[Your goal]: Among these entries, count the lines containing the word "text" and answer with only the number.

== Data listing

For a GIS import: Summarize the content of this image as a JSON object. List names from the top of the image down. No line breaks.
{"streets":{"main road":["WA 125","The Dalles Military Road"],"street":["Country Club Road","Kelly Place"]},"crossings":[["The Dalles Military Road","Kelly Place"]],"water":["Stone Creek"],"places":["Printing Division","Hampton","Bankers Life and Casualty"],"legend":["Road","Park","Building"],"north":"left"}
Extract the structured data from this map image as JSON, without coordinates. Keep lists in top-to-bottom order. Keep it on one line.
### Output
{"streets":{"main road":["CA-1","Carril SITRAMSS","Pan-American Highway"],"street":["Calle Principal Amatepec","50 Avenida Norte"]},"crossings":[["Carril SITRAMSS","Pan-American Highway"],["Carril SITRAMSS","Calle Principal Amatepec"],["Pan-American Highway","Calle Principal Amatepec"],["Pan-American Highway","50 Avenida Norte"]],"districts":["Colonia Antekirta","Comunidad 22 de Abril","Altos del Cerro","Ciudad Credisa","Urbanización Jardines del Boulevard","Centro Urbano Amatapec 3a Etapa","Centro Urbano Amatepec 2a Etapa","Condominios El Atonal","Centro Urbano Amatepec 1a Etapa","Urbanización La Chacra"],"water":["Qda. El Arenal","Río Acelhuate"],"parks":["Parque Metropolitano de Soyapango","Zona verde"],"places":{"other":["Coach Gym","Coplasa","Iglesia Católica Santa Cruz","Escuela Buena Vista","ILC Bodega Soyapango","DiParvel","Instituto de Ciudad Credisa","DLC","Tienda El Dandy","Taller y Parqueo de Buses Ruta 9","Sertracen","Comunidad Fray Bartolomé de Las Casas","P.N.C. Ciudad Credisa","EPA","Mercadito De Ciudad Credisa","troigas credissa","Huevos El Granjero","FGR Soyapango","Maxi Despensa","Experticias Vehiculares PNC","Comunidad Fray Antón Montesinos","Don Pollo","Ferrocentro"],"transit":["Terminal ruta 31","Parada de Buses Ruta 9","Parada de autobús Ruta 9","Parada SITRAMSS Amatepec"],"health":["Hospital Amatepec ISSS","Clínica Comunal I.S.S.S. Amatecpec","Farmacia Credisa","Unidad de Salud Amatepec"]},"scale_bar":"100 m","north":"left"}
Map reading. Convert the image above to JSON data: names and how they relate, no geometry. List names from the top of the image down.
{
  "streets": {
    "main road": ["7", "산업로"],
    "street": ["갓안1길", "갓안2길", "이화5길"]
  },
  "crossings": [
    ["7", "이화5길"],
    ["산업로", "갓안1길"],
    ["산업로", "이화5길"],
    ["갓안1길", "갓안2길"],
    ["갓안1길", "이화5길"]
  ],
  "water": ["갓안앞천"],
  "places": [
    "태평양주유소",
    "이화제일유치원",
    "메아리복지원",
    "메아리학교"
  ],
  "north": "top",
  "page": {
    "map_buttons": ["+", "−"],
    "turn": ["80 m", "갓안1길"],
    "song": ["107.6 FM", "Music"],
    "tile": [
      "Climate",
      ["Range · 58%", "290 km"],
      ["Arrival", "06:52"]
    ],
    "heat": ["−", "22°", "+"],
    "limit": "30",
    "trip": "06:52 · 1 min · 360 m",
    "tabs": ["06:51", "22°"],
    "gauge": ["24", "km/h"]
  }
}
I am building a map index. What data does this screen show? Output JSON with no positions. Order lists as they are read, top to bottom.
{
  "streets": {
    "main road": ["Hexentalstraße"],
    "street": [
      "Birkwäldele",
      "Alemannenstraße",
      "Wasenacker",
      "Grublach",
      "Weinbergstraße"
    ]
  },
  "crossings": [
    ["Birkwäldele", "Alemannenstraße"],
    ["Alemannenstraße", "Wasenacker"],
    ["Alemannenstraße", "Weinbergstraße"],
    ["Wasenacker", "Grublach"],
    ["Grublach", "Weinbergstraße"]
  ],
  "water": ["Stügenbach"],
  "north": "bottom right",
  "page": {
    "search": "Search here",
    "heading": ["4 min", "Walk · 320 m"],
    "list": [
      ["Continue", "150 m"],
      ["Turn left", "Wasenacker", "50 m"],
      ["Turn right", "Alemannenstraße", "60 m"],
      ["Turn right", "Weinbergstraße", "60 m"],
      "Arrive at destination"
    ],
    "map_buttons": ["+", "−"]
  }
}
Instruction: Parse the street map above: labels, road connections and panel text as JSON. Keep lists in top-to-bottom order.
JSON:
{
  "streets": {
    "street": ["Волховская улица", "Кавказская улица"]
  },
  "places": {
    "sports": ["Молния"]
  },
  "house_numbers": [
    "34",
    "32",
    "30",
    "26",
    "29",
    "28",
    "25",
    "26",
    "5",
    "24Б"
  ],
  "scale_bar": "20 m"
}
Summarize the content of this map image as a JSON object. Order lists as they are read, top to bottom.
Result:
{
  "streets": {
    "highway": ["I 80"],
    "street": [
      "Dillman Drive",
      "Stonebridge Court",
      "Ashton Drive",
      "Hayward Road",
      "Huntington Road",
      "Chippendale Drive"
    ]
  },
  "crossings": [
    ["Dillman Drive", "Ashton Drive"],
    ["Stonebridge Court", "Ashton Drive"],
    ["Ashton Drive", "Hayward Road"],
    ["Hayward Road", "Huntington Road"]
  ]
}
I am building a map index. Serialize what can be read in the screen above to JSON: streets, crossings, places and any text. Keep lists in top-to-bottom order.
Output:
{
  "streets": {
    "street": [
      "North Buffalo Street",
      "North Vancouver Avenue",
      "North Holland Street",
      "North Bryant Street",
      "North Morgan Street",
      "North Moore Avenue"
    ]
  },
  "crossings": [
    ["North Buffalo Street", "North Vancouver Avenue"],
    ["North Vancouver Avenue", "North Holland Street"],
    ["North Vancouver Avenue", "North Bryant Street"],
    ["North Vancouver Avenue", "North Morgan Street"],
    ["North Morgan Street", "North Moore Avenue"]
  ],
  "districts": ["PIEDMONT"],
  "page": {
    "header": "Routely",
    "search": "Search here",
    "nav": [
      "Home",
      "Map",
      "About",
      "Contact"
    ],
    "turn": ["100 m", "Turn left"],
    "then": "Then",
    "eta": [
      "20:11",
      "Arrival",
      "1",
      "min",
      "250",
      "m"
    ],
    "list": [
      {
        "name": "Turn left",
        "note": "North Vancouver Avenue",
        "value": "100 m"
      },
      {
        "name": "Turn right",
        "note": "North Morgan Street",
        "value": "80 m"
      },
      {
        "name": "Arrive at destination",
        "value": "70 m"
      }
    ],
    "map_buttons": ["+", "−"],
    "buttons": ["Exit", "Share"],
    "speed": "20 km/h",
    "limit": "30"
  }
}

====

[Response for this exercise]: 2